I'm quite fond of Mark-Jason Dominus' article on type systems and the 
     relative failure of strongly typed languages, as well as the success of 
     compile-time type checking most commonly found in the ML languages.  Here's 
     a link for anyone who is interested:
     
     http://perl.plover.com/yak/typing/typing.html
     
     
______________________________ Reply Separator _________________________________
Subject: [ruby-talk:7158] Re: Ruby in the US
Author:  ruby-talk / netlab.co.jp at smtplink
Date:    12/13/00 11:40 AM


hipster  <hipster / xs4all.nl> wrote:
>On Thu, 14 Dec 2000  00:10:02 +0900, Josh Stern wrote: 
>[snip]
>> I personally believe that some form of strong typing is invaluable 
>> for large projects, but it makes quick development much slower,
>> so Ruby is potentially a great compliment to strongly typed 
>> languages just for that reason.  But it would also be nice
>> to have flexible facilities for typing and 'design by contract' 
>> that operate at run time in Ruby when in 'debug mode', and
>> have little or no overhead when in normal mode - some
>> run time device that is, say, comparable to the assert() macro
>> in C.  I just started thinking about Ruby two weeks ago, and just 
>> got your excellent book last weekend, so I'm not qualified to
>> say what the best way is to implement that in Ruby (perhaps 
>> a mixin for adding extra type info and argument signatures 
>> to functions??).
     
>I've written a proof-of-principle extension to class Module to do just 
>that. It enables you to use typed attributes and typed functions 
>(i.e., typed parameters and a typed return value).
>
>The declaration syntax is obfuscated and needs some more thought: 
>
>class SomeClass
>  # attribute declaration: tattr [:name, Type], ... 
>
>  # C analogue: String foo; SomeClass bar; 
>  tattr [:foo, String], [:bar, SomeClass] 
>
>  # function declaration: tdef [:name, ReturnType, [[:param, Type], ...]] 
>
>  # C analogue: String f1(void)
>  tdef [:f1, String] do
>    body
>  end
>
>  # C analogue: void f2(String a, Array b)

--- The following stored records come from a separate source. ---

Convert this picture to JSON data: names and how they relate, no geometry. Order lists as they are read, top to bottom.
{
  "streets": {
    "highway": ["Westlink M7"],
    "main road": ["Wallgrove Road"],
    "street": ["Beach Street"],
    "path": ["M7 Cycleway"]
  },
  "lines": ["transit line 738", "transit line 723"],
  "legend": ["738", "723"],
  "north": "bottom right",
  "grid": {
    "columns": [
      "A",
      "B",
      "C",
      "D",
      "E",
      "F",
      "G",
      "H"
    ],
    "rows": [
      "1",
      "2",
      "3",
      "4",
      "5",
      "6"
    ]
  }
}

>  tdef [:f2, nil, [[:a, String], [:b, Array]]] do 
>    body
>  end
>end
>
>It throws descriptive TypeMismatch exceptions: 
>
>attribute mismatch:
>  Type mismatch: attr Foo::name: expected String, got Fixnum 
>parameter and retval mismatch:
>  Type mismatch: func Foo::f3 param txt: expected String, got Bar
>  Type mismatch: func Foo::f4 retval: expected String, got NilClass 
>
>I'm fleshing out some details (syntax, maybe pre/postcondition 
>lambdas) and will announce it When It's Ready[tm]  ;)
     
It sounds like a good start - the tricky part, as I see it, 
is to deal with conditions that have dynamic run time scope. 
For instance, it would be nice to have the ability to check 
some analog of 'const correctness' - i.e. so it can
be checked that a function keeps a promise not to modify
its arguments.  We don't want that to mean the converse - that the 
function can only accept those arguments that cannot be modified. 

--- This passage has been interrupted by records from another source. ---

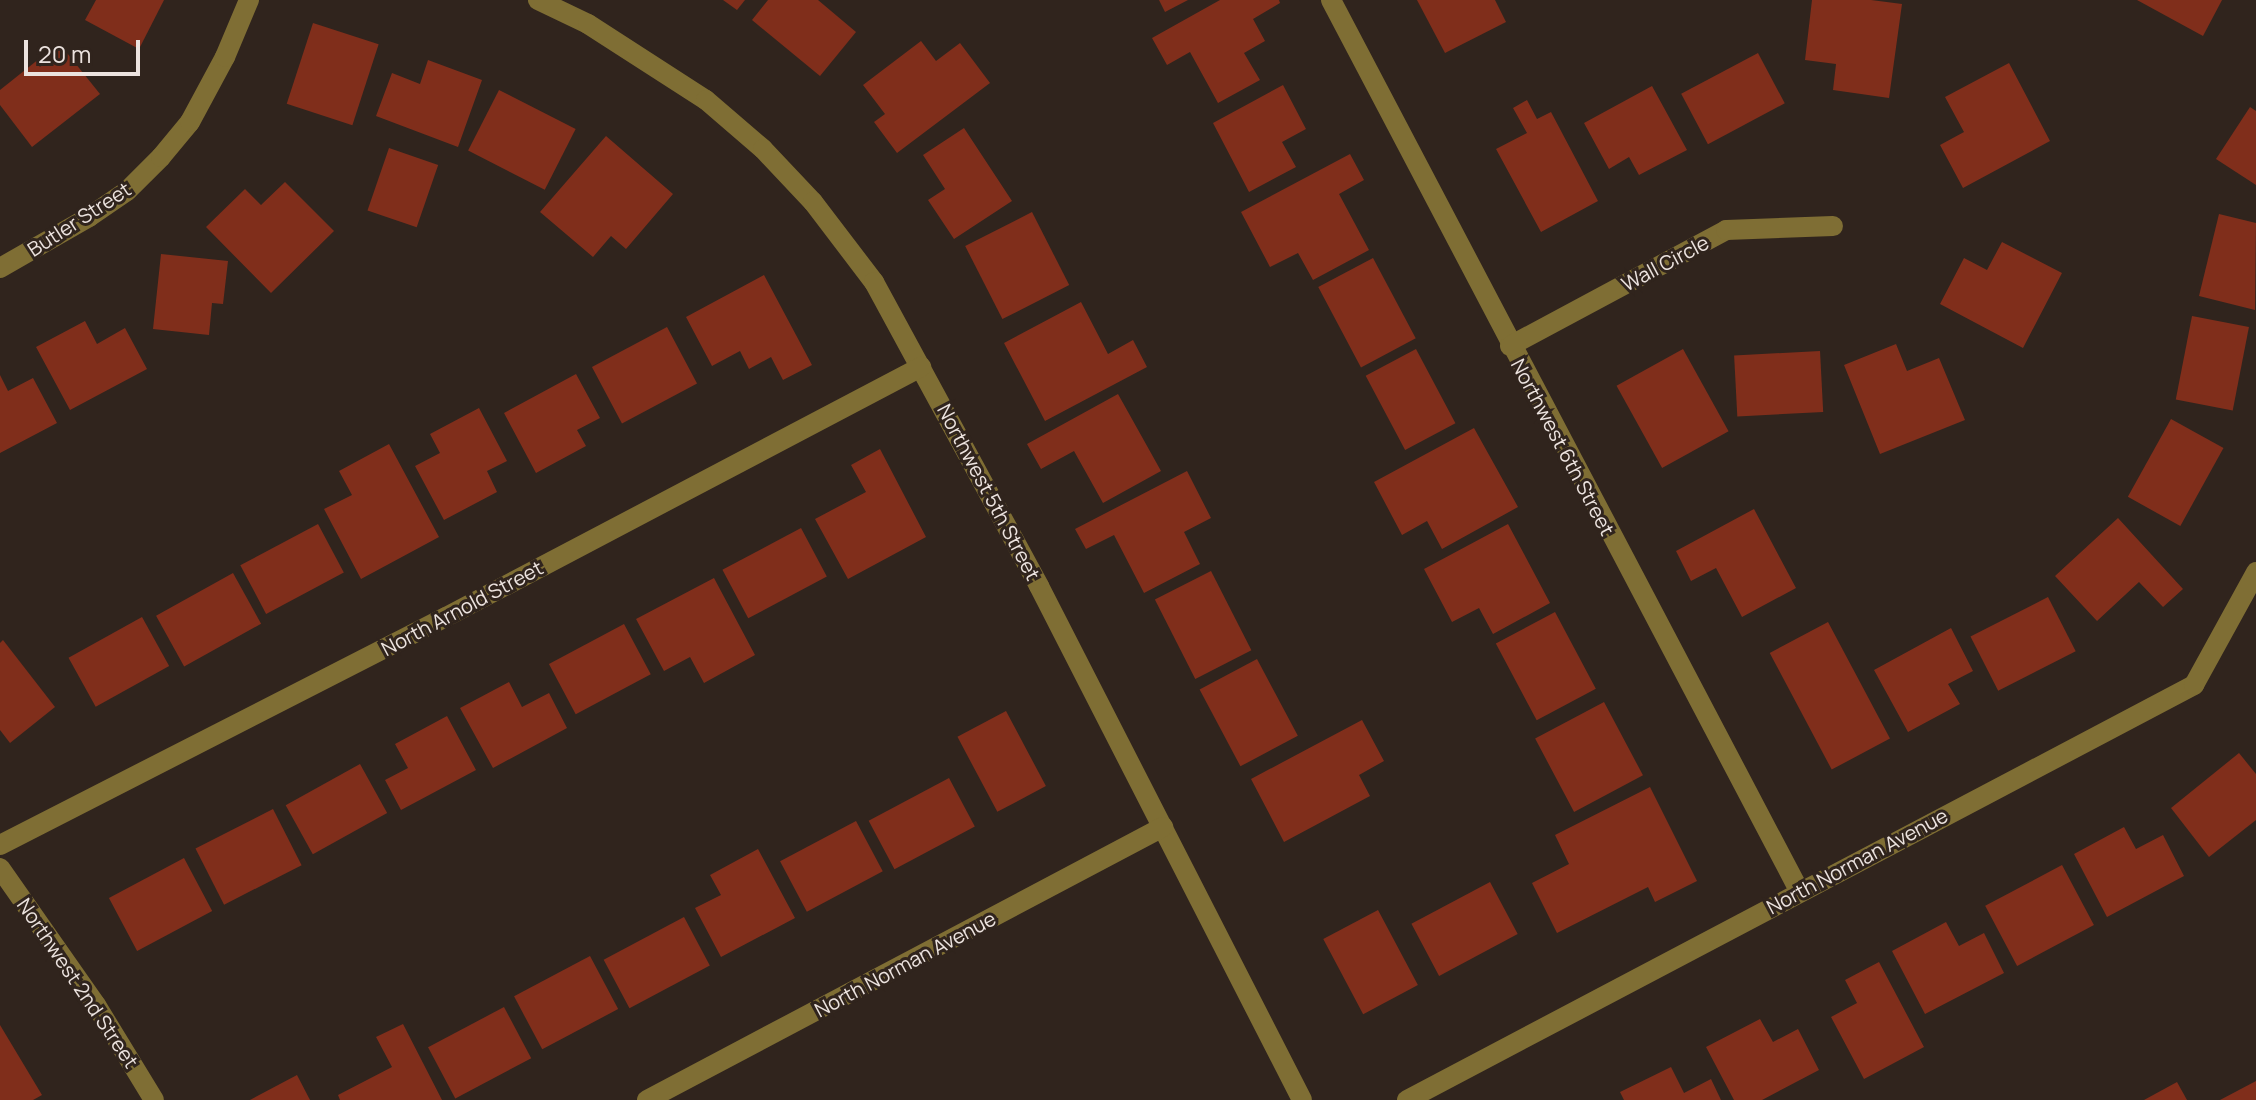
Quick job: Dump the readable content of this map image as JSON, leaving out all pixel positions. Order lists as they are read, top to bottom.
{
  "streets": {
    "street": [
      "Butler Street",
      "Wall Circle",
      "Northwest 6th Street",
      "Northwest 5th Street",
      "North Arnold Street",
      "North Norman Avenue",
      "Northwest 2nd Street"
    ]
  },
  "crossings": [
    ["Wall Circle", "Northwest 6th Street"],
    ["Northwest 6th Street", "North Norman Avenue"],
    ["Northwest 5th Street", "North Arnold Street"],
    ["Northwest 5th Street", "North Norman Avenue"]
  ],
  "scale_bar": "20 m"
}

So it seems like the function would need to attach an attribute
to the arguments on entry saying "can't modify in this runtime 
scope", and remove it on exit (without destroying attributes 
posted by other functions).  That suggests the const attribute 
should be some sort of a bit vector with positions 
corresponding to depth in the call stack.